_Collected data_
_ _ _ _ _ _ _
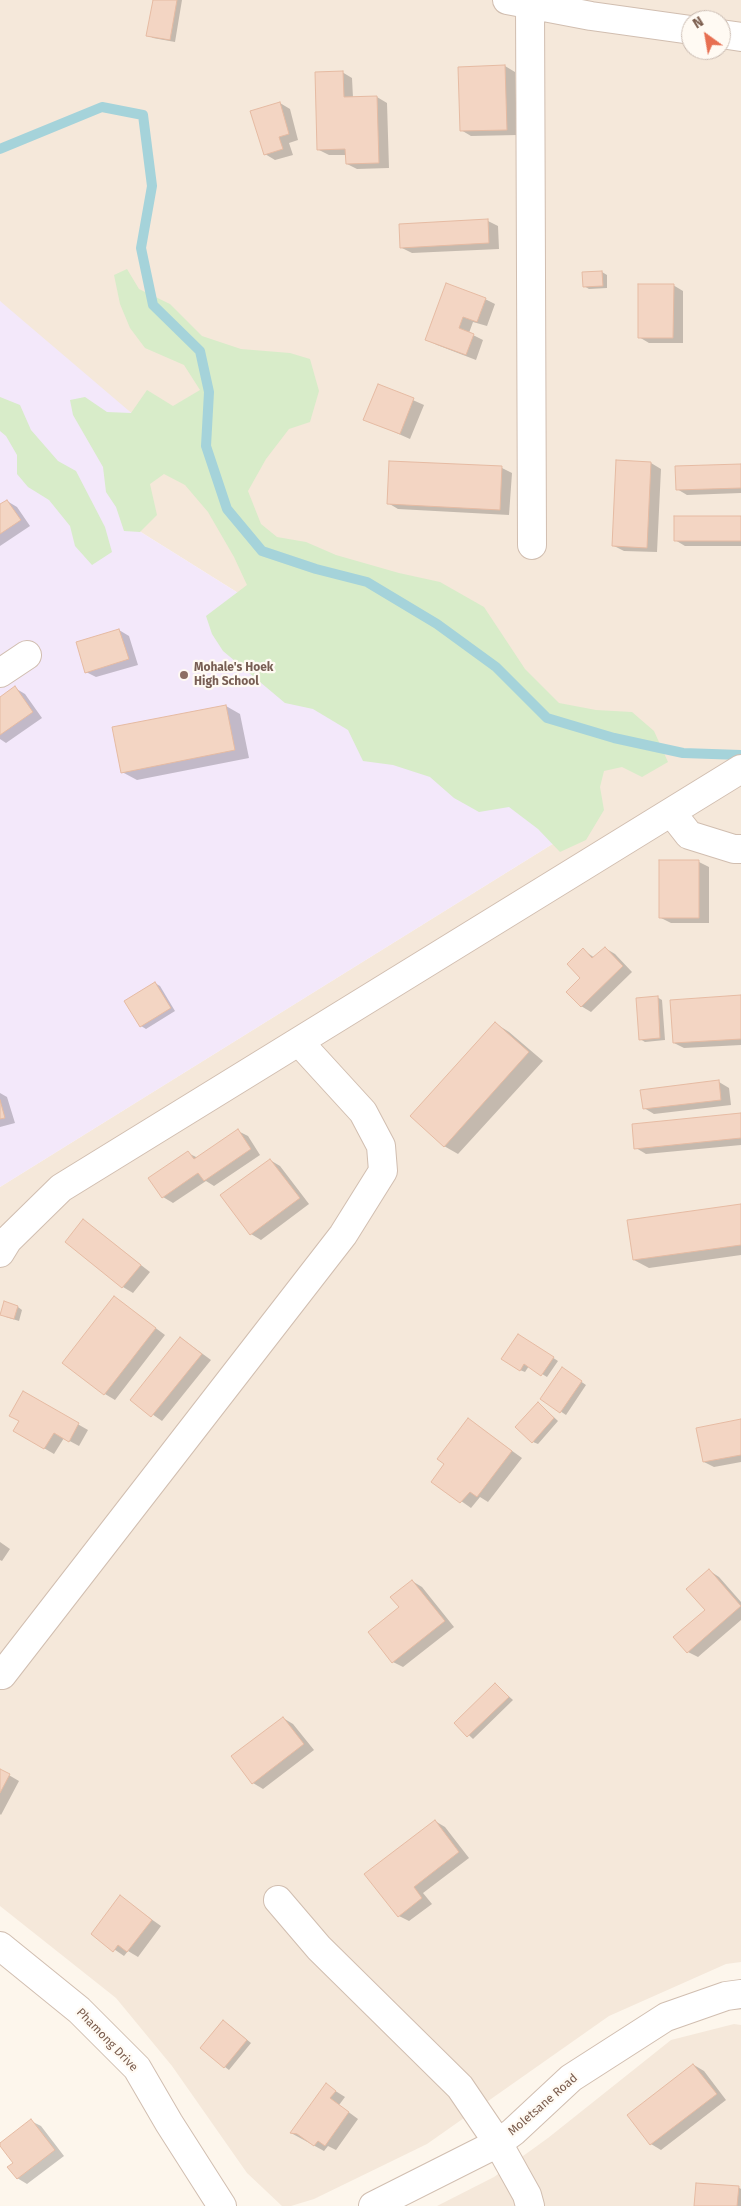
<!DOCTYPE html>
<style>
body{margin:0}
#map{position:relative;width:741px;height:2206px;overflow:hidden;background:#fdf6ec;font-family:"Fira Sans",sans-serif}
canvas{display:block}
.north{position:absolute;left:681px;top:10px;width:50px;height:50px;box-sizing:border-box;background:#fffaf3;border:1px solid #cabbb1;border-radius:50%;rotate:328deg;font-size:14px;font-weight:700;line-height:20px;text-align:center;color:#7a5c4d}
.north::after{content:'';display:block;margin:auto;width:18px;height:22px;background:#e76f51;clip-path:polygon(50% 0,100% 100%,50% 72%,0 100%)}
</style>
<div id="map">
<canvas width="741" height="2206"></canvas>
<div class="north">N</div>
</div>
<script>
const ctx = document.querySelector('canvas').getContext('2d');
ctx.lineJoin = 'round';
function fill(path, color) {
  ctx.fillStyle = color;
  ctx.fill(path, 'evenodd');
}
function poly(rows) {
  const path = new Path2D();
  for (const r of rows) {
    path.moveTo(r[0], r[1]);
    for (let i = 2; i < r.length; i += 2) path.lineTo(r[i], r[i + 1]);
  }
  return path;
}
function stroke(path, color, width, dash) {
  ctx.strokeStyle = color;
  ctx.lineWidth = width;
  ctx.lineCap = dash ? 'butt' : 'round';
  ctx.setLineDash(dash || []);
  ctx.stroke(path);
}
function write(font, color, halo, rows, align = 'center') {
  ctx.font = font + ' "Fira Sans",sans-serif';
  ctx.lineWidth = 4.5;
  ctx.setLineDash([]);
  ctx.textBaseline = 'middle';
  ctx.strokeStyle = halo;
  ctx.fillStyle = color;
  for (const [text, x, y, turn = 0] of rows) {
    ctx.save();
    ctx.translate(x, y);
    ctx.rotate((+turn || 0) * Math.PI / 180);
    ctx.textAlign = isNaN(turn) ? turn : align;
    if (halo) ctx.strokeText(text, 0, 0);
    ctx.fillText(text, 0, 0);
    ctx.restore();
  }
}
const residential = poly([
 [0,0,741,0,741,1962,726,1964,609,2016,427,2144,314,2199,291,2206,282,2206,247,2173,172,2066,116,1998,0,1906,0,1187,596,817,128,524,0,301],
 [691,20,721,20,721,50,691,50],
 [734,2024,741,2025,741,2206,437,2206,494,2177,548,2138,671,2040]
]);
const education = poly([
 [0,301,142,422,128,524,596,817,0,1187]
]);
const green = poly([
 [127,269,139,289,170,304,202,336,241,349,290,353,310,359,319,391,310,422,289,429,266,459,248,491,261,524,277,537,306,542,336,555,399,573,440,582,484,607,525,669,559,703,596,710,632,712,654,731,668,762,642,777,622,767,604,771,600,787,604,810,586,840,560,852,538,829,509,807,479,812,454,798,430,777,393,765,363,761,348,730,313,709,285,703,223,651,212,634,206,616,247,585,234,557,208,512,185,485,164,474,150,484,157,515,140,532,124,531,116,507,106,492,103,467,73,415,70,400,85,397,107,412,131,413,147,390,173,406,200,390,184,365,145,348,130,328,120,304,114,275],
 [0,397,20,405,31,430,58,461,76,471,105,527,112,552,92,565,75,546,70,526,49,500,28,487,17,474,17,455,6,436,0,431]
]);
const shadow = poly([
 [154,0,182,0,175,42,153,38,148,35],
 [505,66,515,72,517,135,471,136,461,130,459,68],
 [342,72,352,78,353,98,377,97,387,103,389,168,357,169,347,164,346,155,329,155,319,150],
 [280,103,290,109,298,140,289,143,293,155,275,160,265,154],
 [488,221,498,226,499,249,412,253,402,248],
 [602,272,607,275,607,288,589,289,584,286],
 [673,285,683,291,683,343,649,343,639,337],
 [485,299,495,304,487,326,473,322,469,333,483,340,476,360,437,345,427,340],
 [379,385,424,405,410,439,365,419],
 [651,463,661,469,657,552,624,551,614,546],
 [741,465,741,493,687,495,677,489],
 [502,468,512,473,509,515,398,509,388,503],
 [7,501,17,507,30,526,0,546,0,506],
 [741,517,741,546,685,546,675,540],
 [119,630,129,636,138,665,96,677,86,672],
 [15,688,25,694,42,718,6,743,0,739,0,698],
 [226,706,240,714,249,758,137,780,122,772],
 [699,862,709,867,709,923,671,923,661,918],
 [605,948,615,954,632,972,591,1012,581,1006,583,950,595,958],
 [155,983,160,986,175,1011,146,1029,141,1026],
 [741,996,741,1045,684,1048,674,1043],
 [657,997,662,1000,665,1040,645,1042,640,1039],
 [495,1023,509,1032,543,1061,458,1154,444,1146],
 [719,1082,729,1088,731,1105,654,1114,644,1108],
 [0,1093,7,1097,15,1123,0,1127],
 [741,1114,741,1145,646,1154,636,1148],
 [238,1131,248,1136,260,1155,214,1186,206,1181,173,1203,163,1197,188,1153,198,1158],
 [270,1160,280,1166,309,1204,261,1240,251,1234,222,1196],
 [741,1205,741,1255,649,1268,634,1260],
 [84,1221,150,1272,133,1293,123,1287,67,1242],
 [114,1297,165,1335,115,1400,105,1394],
 [18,1307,22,1310,19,1321,6,1317],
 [181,1338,211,1360,162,1421,132,1400],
 [523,1338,558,1361,547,1377,529,1366,525,1372,520,1370],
 [567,1372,586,1385,566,1415,542,1399],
 [23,1393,88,1430,79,1446,64,1438,54,1454,15,1431,20,1421],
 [543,1407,558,1421,538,1444,533,1442],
 [469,1420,522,1458,488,1502,480,1497,471,1508,433,1481,446,1464],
 [741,1420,741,1462,714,1467,704,1462],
 [0,1542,10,1549,2,1561,0,1560],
 [710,1571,719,1577,741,1602,741,1620,698,1657,688,1652,707,1611],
 [412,1581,422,1587,454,1627,403,1667,393,1662,401,1607],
 [496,1685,513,1700,473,1739,456,1723],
 [283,1718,293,1724,314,1750,263,1789,253,1783],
 [0,1770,19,1781,1,1815,0,1814],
 [435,1821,445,1827,469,1858,423,1893,432,1904,409,1921,399,1916],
 [120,1897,161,1926,138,1957,128,1951,124,1956,92,1934],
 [228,2024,251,2043,229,2070,225,2067],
 [694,2065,704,2071,726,2100,661,2150,651,2144,629,2115],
 [326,2085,345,2097,339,2105,358,2119,336,2150,328,2146,324,2151,291,2133],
 [31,2121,41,2126,64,2156,27,2184,17,2178,15,2164],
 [738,2187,741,2189,741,2206,695,2206]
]);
const stream = poly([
 [0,149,102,107,143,115,152,186,141,248,153,305,200,351,209,392,206,446,227,509,262,551,316,569,367,582,437,624,496,667,547,718,614,738,683,753,741,755]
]);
const building = poly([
 [153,0,177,0,170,40,146,36,153,0],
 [505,65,507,130,460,131,458,67,505,65],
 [343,71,344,97,377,96,379,163,346,164,345,149,317,150,315,72,343,71],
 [280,102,289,134,279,137,283,149,264,155,250,111,280,102],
 [488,219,489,243,400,248,399,224,488,219],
 [602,271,603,286,583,287,582,272,602,271],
 [446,283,486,298,477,322,463,317,459,328,474,334,466,355,425,340,446,283],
 [638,284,674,284,673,338,638,338,638,284],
 [378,384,414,398,400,434,363,420,378,384],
 [616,460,651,462,647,548,612,546,616,460],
 [389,461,502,466,500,510,387,504,389,461],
 [741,464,741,488,676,490,675,466,741,464],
 [7,500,21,520,0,534,0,504,7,500],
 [674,516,741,516,741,541,674,541,674,516],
 [119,629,129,659,85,673,76,642,119,629],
 [15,686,33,712,0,735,0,697,15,686],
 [226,705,235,750,121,773,112,727,226,705],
 [659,860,699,860,699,918,659,918,659,860],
 [605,947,623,966,581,1007,566,992,580,978,567,964,583,948,592,958,605,947],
 [155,982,171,1008,140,1027,124,1001,155,982],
 [741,995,741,1039,673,1043,670,1000,741,995],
 [658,996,660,1038,639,1040,636,998,658,996],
 [495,1022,529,1052,444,1147,410,1116,495,1022],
 [719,1080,721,1100,643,1109,640,1090,719,1080],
 [0,1100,5,1118,0,1119,0,1100],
 [741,1113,741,1138,634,1149,632,1124,741,1113],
 [238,1129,251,1149,204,1181,198,1173,162,1198,148,1178,188,1151,194,1159,238,1129],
 [270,1159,300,1198,250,1235,220,1195,270,1159],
 [741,1204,741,1245,633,1260,627,1220,741,1204],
 [83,1219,141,1265,122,1288,65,1242,83,1219],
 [114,1296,156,1328,104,1395,62,1363,114,1296],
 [4,1301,18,1306,14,1319,0,1315,4,1301],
 [518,1334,554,1357,541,1376,524,1364,520,1371,501,1359,518,1334],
 [180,1337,202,1354,151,1417,130,1400,180,1337],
 [562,1367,582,1381,560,1413,540,1399,562,1367],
 [23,1391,79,1423,69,1442,54,1433,44,1449,13,1431,19,1421,9,1416,23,1391],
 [538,1402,554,1418,532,1443,515,1427,538,1402],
 [468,1418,512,1451,477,1497,470,1492,460,1503,431,1482,444,1464,437,1459,468,1418],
 [741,1419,741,1455,703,1462,696,1428,741,1419],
 [709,1569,741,1606,687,1653,673,1637,705,1610,686,1589,709,1569],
 [412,1580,445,1621,392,1663,368,1632,399,1607,390,1597,412,1580],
 [495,1683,509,1697,467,1737,454,1723,495,1683],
 [283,1717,304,1744,252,1784,231,1756,283,1717],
 [0,1769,10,1774,0,1793,0,1769],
 [435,1820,459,1852,414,1887,422,1898,398,1917,364,1874,435,1820],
 [120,1895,152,1920,127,1952,118,1945,113,1952,91,1934,120,1895],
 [223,2020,247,2040,224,2068,200,2048,223,2020],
 [693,2064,717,2094,650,2145,627,2115,693,2064],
 [326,2083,336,2091,330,2098,349,2112,325,2146,318,2141,314,2146,297,2134,290,2133,326,2083],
 [31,2119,55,2150,17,2179,7,2167,13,2163,0,2146,0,2143,31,2119],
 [696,2183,739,2186,737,2206,694,2206,696,2183]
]);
const minor = poly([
 [507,0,591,16,691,30],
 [530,4,532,545],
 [721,34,741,37],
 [0,673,27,655],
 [671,812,689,835,734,849,741,849],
 [0,1253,8,1240,61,1188,741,769],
 [2,1675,343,1235,383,1171,381,1146,363,1112,299,1042],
 [278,1900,319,1948,460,2087,498,2143,527,2195,530,2206],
 [0,1946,79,2010,137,2068,169,2123,222,2206],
 [373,2206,498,2143,513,2132,571,2078,666,2017,726,1996,741,1994]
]);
const markers = [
 [184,675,5,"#8d6e63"]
];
const educationNames = [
 ["Mohale's Hoek",194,668],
 ["High School",194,682]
];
const streetNames = [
 ["Phamong Drive",107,2040,46],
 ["Moletsane Road",543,2105,-41]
];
fill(residential, '#f5e8da');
fill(education, '#f3e8fa');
fill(green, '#d8ecc9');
fill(shadow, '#0003');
stroke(stream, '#a5d3da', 10);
fill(building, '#f3d5c3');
stroke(building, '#e6bba3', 1);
stroke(minor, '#d1beb0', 30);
stroke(minor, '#fff', 28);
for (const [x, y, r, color] of markers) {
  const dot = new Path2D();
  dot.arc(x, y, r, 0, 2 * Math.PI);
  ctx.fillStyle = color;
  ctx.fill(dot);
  stroke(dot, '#fffaf3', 2);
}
write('bold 12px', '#785e54', '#fffaf3', educationNames, 'left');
write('12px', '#7a5c4d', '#fffaf3', streetNames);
</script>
_ _ _ _ _ _ _
_What you have to do_
If a line in the records contains "center", report it.

_Reply_
.north{position:absolute;left:681px;top:10px;width:50px;height:50px;box-sizing:border-box;background:#fffaf3;border:1px solid #cabbb1;border-radius:50%;rotate:328deg;font-size:14px;font-weight:700;line-height:20px;text-align:center;color:#7a5c4d}
function write(font, color, halo, rows, align = 'center') {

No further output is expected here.